Six out of 10 worried for personal wellbeing

Anna Dorsey. Photo: supplied
Anna Dorsey. Photo: supplied
Six out of 10 Queenstown and Upper Clutha residents worry about their mental and emotional health.

In 2020, the Queenstown Lakes Community Housing Trust survey report identified various wellbeing-related concerns in the period of time following the Covid-19 lockdowns.

GoodYarn, Te Hau Toka Southern Lakes Wellbeing and Southern Wellbeing Trust have taken a proactive approach to provide support surrounding those worries.

Southern Wellbeing Trust general manager Anna Dorsey said mental health education was not just a short-term response, but a solution for long-term support.

Coming from a public health background, she acknowledged there could be barriers in seeking clinical support for people struggling.

"We’ve seen that people will often first talk with close friends or family before seeking clinical support. Because of this, our model is peer-to-peer focused. It’s about empowering our community [members] to support one another," she said.

In order to provide long-term safe spaces, the community needed to be resourced to facilitate supportive conversations, she said.

Te Hau Toka Southern Lakes Wellbeing group chairwoman Adell Cox said mental health had become a focus for workplace safety.

"Prioritising wellbeing has never been more important, given the challenges our community and businesspeople have been facing."

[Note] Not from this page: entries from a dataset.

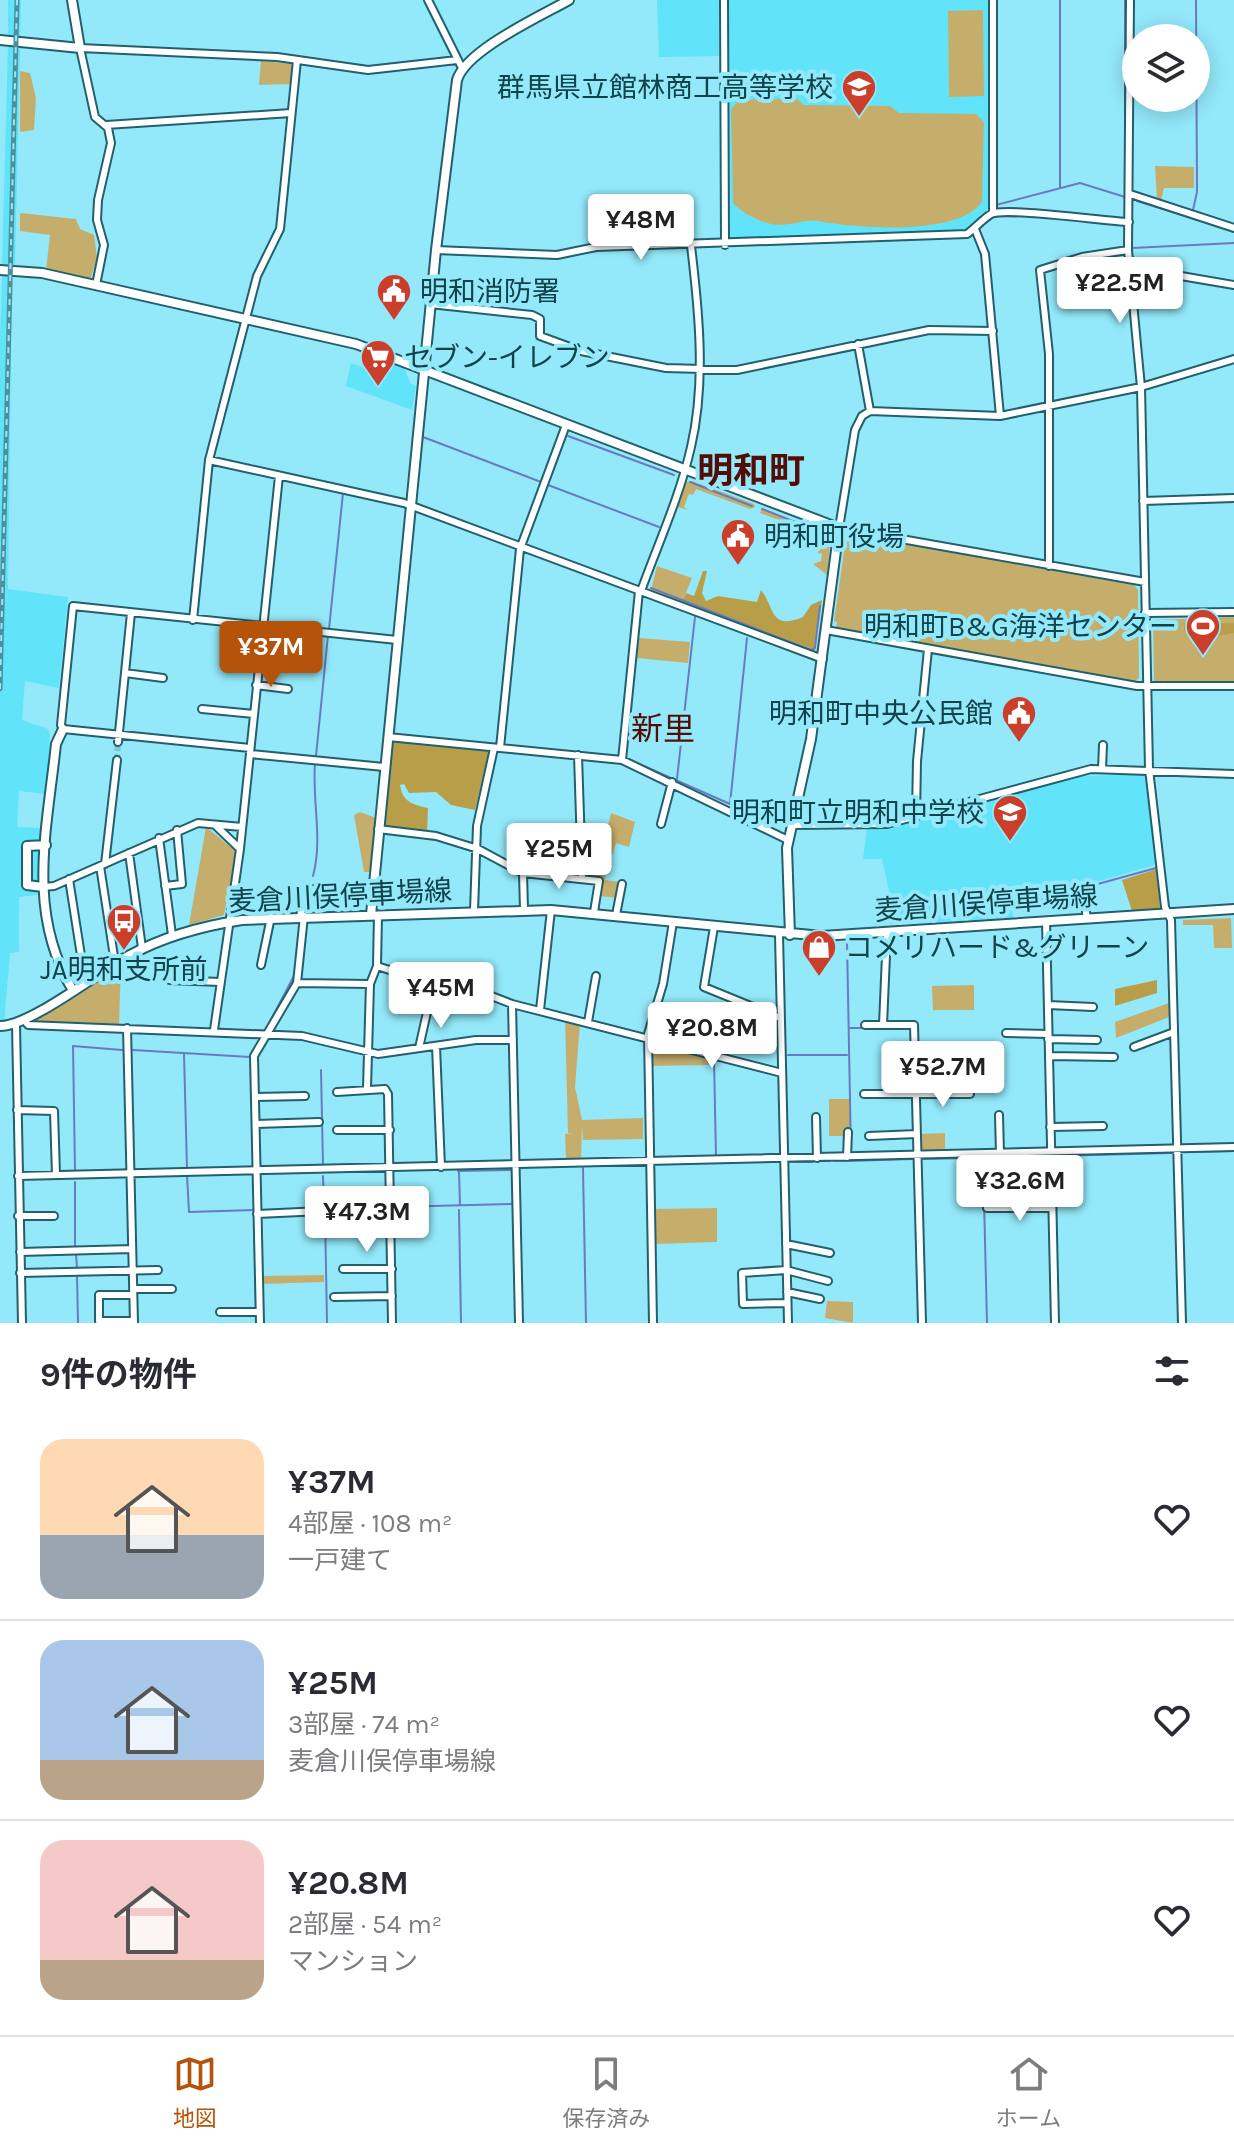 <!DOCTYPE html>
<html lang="ja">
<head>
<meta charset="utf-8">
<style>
	:root { --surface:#fff; --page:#f7f7f7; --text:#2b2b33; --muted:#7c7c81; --line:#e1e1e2; --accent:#b45309 }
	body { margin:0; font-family:Karla,"Noto Sans JP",sans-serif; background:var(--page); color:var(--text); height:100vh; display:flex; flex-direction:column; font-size:30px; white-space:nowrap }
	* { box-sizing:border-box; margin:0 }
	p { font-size:26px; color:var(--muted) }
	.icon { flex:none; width:44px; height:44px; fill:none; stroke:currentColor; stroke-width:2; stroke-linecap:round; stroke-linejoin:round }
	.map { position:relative; height:1323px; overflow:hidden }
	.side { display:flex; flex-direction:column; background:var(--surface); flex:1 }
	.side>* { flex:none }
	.fabs { position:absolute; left:1122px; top:24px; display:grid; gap:16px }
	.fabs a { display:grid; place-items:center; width:88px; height:88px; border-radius:50%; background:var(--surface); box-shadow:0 4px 20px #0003; font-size:40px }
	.price { position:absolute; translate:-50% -68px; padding:0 18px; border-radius:8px; background:#fff; color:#222; font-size:26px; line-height:52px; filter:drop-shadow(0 2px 4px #0008) }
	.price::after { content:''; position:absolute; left:50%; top:48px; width:24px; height:18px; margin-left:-12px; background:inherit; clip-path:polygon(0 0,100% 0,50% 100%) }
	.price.on { background:var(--accent); color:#fff }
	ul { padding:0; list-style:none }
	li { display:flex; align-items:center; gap:24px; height:200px; padding:0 40px }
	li+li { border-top:2px solid var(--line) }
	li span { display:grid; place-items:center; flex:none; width:224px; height:160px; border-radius:24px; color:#555 }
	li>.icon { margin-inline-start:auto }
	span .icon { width:96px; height:96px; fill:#fffc; stroke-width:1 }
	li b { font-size:34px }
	h2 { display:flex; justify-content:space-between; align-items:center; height:96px; padding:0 40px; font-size:34px }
	.tab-bar { display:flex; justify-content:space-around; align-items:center; height:112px; border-top:2px solid var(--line); background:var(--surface); font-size:22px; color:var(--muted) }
	.tab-bar a { display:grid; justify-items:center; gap:4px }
	.tab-bar .on { color:var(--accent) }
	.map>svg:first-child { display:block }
	.built { fill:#61e3fa }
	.green { fill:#c5ae6c }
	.forest { fill:#b99e4a }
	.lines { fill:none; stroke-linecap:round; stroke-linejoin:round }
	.stream { stroke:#687bc1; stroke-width:2 }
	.street-tunnel { stroke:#79c8d7; stroke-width:6; stroke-dasharray:6 3; stroke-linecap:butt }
	.street-casing { stroke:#22606b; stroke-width:10 }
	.secondary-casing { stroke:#22606b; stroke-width:12 }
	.street { stroke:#fff; stroke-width:6 }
	.secondary { stroke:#fff; stroke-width:8 }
	.rail-casing { stroke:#4d909c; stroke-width:5 }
	.rail { stroke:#93e9fa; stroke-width:2; stroke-dasharray:6; stroke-linecap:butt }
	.labels { text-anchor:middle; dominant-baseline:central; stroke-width:8; stroke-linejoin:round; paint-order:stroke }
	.poi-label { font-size:28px; fill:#10434b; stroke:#93e9fa; text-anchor:end }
	.street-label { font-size:28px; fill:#10434b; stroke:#93e9fa }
	.quarter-label { font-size:32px; fill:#520e06; stroke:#93e9fa }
	.district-label { font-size:36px; font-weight:bold; fill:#520e06; stroke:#93e9fa }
</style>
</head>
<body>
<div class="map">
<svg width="1234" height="1323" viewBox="0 0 1234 1323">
	<rect width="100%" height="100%" fill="#93e9fa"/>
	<path class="built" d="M8,0h13l-1,40 -12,-1z
		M657,0h62v56l-60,1z
		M728,0h261v212l-25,19 -23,2 -208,8 -5,-5z
		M8,46h12l-5,220h-13z
		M12,274l-4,315 60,8 -9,91 -34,-7 -3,39 26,9 2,6 -3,59 -28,-3 -2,36 25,1 -5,67 -18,2v55l-9,1 -6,70 -4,-1v-681l2,-66z
		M373,355l31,12 6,16 6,3 -4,24 -66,-24 5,-23 18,6z
		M1144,774l14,88 -6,4 -141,40 2,12 -123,6 -1,-33 -7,-32h-19l4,-32h20l195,-51z"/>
	<path class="green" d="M983,10l1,86 -35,1 -1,-86z
		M261,61l31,3 -1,20 -32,1z
		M20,71l10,2 6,25 -2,32 -14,2z
		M796,98l8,7 86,1 9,7 77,1 8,8 -2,80c-25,35 -127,26 -164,19 -15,-3 -32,9 -54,1 -12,-4 -22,-10 -31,-19l-2,-94 8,-9z
		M1155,166l39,1v21h-30l-3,13 -4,-1z
		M20,213l56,6 4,10 14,6 3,23 -7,22 -44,-10 4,-35 -30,-4z
		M692,481l62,23 1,3 -5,2 -54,-20 -3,6 -4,-1 -5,13 4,3 -11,-3 9,-25z
		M762,508l69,27 -4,40 -14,-11 8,-3 1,-7 -4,-1 1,-12 -6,-1 1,-7 -54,-20z
		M851,534l283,51 4,5 1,88 -4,4 -299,-53 1,-7 -3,-1 12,-83z
		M657,566l35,12 -10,24 -31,-12z
		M1234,617v66l-80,-2 -1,-61z
		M639,638l51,4 -2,21 -51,-5z
		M360,812l16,6 -5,54h-7l-10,-57z
		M611,813l24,9 -6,25 -13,-4 -3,11 -5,1 -3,25 14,2 -1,16 -18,-2 2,-16 -17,-5 -2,-31h21z
		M206,827l30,24v4l-12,60 -35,10z
		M1231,918l1,30h-18l-1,-23h-30v-5z
		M121,965l-2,59 -86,-3 -1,-3z
		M974,985v25h-41l-1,-24z
		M1169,1003v14l-53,21 -1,-16z
		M565,1019l15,4 -5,64 7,33 61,-2v21l-60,1 -1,-15 -1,35h-15l-1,-26 8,-1h-5z
		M652,1044l56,15 1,6 -58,1z
		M829,1099h21v37h-21z
		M945,1133v20l-26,-1v-18z
		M717,1208v34l-61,2 -2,-35z
		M324,1275v7l-61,2 -1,-8z
		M827,1301l26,1v21l-28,-5z"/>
	<path class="forest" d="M703,571h4l-5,22 4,8 12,-5 39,6 4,-12c14,18 9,41 42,27l8,-12 11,-5 -7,50 -133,-48 4,-9 8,3z
		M1184,623h50v10l-17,3 -1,-5 -11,-3 -21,3z
		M392,740l97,11 -14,59 -24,-5 -15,-13 -27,1 -5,-9 -4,1c2,17 14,20 28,23l-1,24 -45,-6z
		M1157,869l3,41 -28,1 -10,-31z
		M1157,980v13l-42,13v-17z"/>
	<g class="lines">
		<path class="stream" d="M1060,187v-187
			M1137,201l97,30
			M996,205l84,-22 45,14v-197
			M1193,210l4,-18 -1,-192
			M1132,248l102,-5
			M568,436l106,39
			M423,437l118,45
			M690,482l62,24
			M548,485l111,42
			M762,509l66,26
			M651,588l160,62 4,-2 5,-42
			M329,629l14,-136
			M316,756l12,-121
			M626,758l104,46 17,-166
			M677,779l18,-162
			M313,876c10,-37 -1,-75 2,-113
			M1014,907l142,-39
			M847,941l4,212
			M849,1028h16
			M266,1029l29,-55
			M133,1050l117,7
			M184,1054l3,115
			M788,1055h59
			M714,1059l2,98
			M321,1070l2,95
			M762,1071l14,4
			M1183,1152l51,-1
			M1055,1156l117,-3
			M1017,1157l30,-1
			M922,1159l56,-1
			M818,1161h12
			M834,1161h11
			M849,1161l64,-2
			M788,1162h24
			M583,1168l3,155
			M75,1171l-2,-125 49,4
			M458,1171l54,-1
			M459,1172l1,33
			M187,1175l2,37 65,-2
			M323,1176l1,31
			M254,1178v30
			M75,1182v66
			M394,1207l118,-3
			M459,1210l2,113
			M325,1213l2,110
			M254,1215l2,93
			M76,1254l1,14
			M77,1275l1,48
			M256,1323v-8
			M987,1323l-4,-165 29,-1"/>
		<path class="street-tunnel" d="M117,760l1,-18"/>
		<g class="street-casing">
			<path id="street" d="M428,0l34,68
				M724,0l1,245
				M1130,0l-2,250 13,137 8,382 16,138 6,13 11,403
				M106,125l185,-12
				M1130,194l104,34
				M993,213v-213
				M975,229l10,25 15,162
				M436,250l121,5 39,-8 371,-13c8,-6 16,-15 24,-20 14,-7 113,7 138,8
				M1128,260l53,16 53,9
				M96,285l8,-40 -7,-25 1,-20 13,-57 -3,-15 -13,-11 -15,-69 197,9 91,13 89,-10
				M430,304l102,11 8,4v17l41,15 85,17 71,2 192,-40 64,1
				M858,344l12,67
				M209,460l195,43 419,156
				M1143,501l91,-3
				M1049,566v-212l-9,-84 42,-13 46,-7
				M1145,582l-306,-54 16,-98 7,-14 8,-5 130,5 141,-29 93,-28
				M641,591c17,-47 39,-95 50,-144 15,-64 8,-135 0,-201
				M1145,613l89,-1
				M193,620l16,-160 48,-184 23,-47 17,-169
				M826,630l311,56h97
				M125,673l38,5
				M256,685l32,4
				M202,709l52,5
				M388,737l234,23 166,80
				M118,742l13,-129
				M250,748l-187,-19 -2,-4 12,-119 324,34
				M500,748l20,-199 46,-124
				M250,754l134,13
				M578,755l4,123
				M622,760l17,-169
				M1102,769l1,-24
				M916,815l1,-54 11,-112
				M661,824l11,-42
				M215,825l25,24
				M792,825l95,-1 204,-55 143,5
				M378,829l58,7 42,13 45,24 76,8 -5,31
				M159,838l13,97
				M129,853l13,95
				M105,864l12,-104
				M100,866l15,97
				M523,873l1,37
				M69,879l16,102
				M165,886l17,-2 -5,-54
				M43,887l11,-1 144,-63 44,4
				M1083,892l4,27
				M474,911l3,-85 17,-78
				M616,915l6,-31
				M300,916l7,-27 65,4
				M1046,921l9,402
				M714,927l-10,60 76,31
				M779,935l9,388
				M261,965l10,-48
				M377,966l31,10 55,9 49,19 270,69
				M170,980l50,2
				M297,983l73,1
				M512,1004l7,319
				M1048,1005l45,2
				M540,1010l11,-100
				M24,1020l4,5 274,11 76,18 98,-14h37
				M588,1022l8,-46
				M16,1025l6,298
				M865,1025h49l8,298
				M883,1025l4,-93
				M127,1028l7,295
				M214,1030l26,-181 39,-373
				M1006,1033l42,1
				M1048,1039l49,1
				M436,1046l5,121
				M1134,1047l40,-15
				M419,1048l15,-67
				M1049,1056l65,1
				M367,1088l3,-104 7,-18 1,-51
				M337,1092l48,-3 3,5 4,229
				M864,1094h106
				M255,1097l50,-1
				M17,1110l37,1 2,64
				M999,1115l1,39
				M816,1117l1,41
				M256,1124l63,-2
				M1050,1127l53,-1
				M337,1130h53
				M869,1136l48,-2
				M847,1157l1,-25
				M18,1176l1216,-29
				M987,1208h65
				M323,1209l68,-2
				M257,1214l65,-3
				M18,1216h36
				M786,1244l44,9
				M20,1252l112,-3
				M343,1269h49
				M20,1273l138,-3
				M133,1289h39
				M787,1292l33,7
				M133,1295h-34v26h34
				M334,1297l58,-1
				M787,1303l-44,1 -1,-31 44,-3 42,11
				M220,1312h39
				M260,1323l-6,-267 43,-73 7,-67
				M653,1323l-5,-289 15,-50 10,-62"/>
		</g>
		<g class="secondary-casing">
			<path id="secondary" d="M0,40l80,8 -8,-48
				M0,270l42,3 314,71 483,184 -28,211 -24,109 3,87
				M63,729l-7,15c-9,86 -30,167 16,245
				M43,887l-16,-2v-39l19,-1
				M371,915l65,-665 21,-170c9,-30 84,-64 112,-80
				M0,1026c31,0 98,-54 130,-71 35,-19 72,-29 112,-35l309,-10 271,26 412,-27"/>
		</g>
		<use href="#street" class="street"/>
		<use href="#secondary" class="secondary"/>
		<g class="rail-casing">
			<path id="rail" d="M0,689l17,-689"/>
		</g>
		<use href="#rail" class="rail"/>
	</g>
	<defs>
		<g id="school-pin" transform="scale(1.8)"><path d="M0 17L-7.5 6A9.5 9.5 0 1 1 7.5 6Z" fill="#ca3e2a" stroke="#93e9fa"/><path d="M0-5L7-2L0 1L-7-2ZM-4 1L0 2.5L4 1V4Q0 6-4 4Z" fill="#fff"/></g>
		<g id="civic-pin" transform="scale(1.8)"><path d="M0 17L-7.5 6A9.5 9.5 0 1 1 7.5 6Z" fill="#ca3e2a" stroke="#93e9fa"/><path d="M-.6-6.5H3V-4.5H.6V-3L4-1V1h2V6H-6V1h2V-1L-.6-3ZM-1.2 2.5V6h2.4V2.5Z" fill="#fff"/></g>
		<g id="supermarket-pin" transform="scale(1.8)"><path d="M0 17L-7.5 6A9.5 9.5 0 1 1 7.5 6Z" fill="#ca3e2a" stroke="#93e9fa"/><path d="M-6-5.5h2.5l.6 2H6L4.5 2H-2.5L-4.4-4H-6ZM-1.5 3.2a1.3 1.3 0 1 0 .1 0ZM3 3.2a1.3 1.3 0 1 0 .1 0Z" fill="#fff"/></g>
		<g id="stadium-pin" transform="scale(1.8)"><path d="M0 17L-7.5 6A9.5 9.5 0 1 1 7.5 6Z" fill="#ca3e2a" stroke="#93e9fa"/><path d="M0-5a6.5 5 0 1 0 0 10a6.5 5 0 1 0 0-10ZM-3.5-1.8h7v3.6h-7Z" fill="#fff"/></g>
		<g id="bus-pin" transform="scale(1.8)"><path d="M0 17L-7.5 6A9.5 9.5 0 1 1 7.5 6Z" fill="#ca3e2a" stroke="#93e9fa"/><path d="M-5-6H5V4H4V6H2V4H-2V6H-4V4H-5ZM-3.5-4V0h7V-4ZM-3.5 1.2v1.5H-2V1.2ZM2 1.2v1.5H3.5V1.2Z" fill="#fff"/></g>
		<g id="shop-pin" transform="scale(1.8)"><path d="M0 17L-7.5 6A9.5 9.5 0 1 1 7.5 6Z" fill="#ca3e2a" stroke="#93e9fa"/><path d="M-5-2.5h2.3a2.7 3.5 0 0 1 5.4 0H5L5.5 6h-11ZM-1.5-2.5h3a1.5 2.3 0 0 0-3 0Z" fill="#fff"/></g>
	</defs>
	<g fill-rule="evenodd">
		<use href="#school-pin" x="859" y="87"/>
		<use href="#civic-pin" x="394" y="291"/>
		<use href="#supermarket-pin" x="378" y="357"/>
		<use href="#civic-pin" x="738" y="536"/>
		<use href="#stadium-pin" x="1203" y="626"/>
		<use href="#civic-pin" x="1019" y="713"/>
		<use href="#school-pin" x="1010" y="812"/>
		<use href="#bus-pin" x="124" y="921"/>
		<use href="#shop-pin" x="819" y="947"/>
	</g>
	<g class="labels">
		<g class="poi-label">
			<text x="833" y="87">群馬県立館林商工高等学校</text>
			<text x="420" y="291" text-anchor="start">明和消防署</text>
			<text x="404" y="357" text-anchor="start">セブン-イレブン</text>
			<text x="764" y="536" text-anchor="start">明和町役場</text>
			<text x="1177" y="626">明和町B&amp;G海洋センター</text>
			<text x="993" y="713">明和町中央公民館</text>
			<text x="984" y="812">明和町立明和中学校</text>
			<text x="845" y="947" text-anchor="start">コメリハード&amp;グリーン</text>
			<text x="124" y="969" text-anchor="middle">JA明和支所前</text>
		</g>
		<g class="street-label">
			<text transform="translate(340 896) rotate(-3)">麦倉川俣停車場線</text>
			<text transform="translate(986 903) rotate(-4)">麦倉川俣停車場線</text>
		</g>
		<g class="quarter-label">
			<text x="663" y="729">新里</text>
		</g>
		<g class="district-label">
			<text x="751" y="471">明和町</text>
		</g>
	</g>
</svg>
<div class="fabs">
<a><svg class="icon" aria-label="layers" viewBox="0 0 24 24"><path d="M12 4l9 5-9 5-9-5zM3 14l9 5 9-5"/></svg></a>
</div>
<b class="price" style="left:641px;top:262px">¥48M</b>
<b class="price" style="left:1120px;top:325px">¥22.5M</b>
<b class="price on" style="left:271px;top:689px">¥37M</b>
<b class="price" style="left:559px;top:891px">¥25M</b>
<b class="price" style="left:441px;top:1030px">¥45M</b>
<b class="price" style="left:712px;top:1070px">¥20.8M</b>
<b class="price" style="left:943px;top:1109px">¥52.7M</b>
<b class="price" style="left:1020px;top:1223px">¥32.6M</b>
<b class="price" style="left:367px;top:1254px">¥47.3M</b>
</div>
<section class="side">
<h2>9件の物件<svg class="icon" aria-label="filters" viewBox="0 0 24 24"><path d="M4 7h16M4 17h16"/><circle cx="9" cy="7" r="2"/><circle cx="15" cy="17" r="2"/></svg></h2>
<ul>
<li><span style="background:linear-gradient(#ffd9b3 60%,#9aa5b1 0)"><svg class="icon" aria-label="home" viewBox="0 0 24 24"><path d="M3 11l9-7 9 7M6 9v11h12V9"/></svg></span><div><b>¥37M</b><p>4部屋 · 108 m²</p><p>一戸建て</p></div><svg class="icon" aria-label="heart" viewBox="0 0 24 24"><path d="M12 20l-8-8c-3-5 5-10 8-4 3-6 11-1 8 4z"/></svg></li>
<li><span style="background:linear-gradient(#a9c7e8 75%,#b9a48a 0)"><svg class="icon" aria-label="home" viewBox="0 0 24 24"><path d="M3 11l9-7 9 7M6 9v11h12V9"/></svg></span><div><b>¥25M</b><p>3部屋 · 74 m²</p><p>麦倉川俣停車場線</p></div><svg class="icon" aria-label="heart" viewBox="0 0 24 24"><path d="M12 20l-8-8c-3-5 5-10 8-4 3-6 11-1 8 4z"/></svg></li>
<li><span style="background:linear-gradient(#f6c9c9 75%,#b9a48a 0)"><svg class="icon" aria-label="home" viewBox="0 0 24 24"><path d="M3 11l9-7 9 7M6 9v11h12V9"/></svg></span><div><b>¥20.8M</b><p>2部屋 · 54 m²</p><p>マンション</p></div><svg class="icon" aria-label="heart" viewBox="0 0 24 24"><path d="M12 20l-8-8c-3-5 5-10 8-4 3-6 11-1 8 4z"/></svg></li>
</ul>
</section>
<nav class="tab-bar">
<a class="on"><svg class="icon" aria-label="map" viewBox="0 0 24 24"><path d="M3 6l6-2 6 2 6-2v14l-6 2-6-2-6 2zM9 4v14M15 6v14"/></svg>地図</a>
<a><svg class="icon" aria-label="saved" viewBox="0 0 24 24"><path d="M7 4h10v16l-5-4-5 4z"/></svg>保存済み</a>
<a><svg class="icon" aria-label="home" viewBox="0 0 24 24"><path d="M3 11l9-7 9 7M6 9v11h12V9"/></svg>ホーム</a>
</nav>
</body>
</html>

Ms Cox identified tourism, accommodation, hospitality and retail businesses in particular, as those who have been "doing it tough".

The top needs identified in the survey were safety-related and encompassed health, financial situations and employment.

Six free workshops throughout May and June in Queenstown and Wanaka focused on mental health education.

Location and dates were available on the Southern Wellbeing Trust’s website.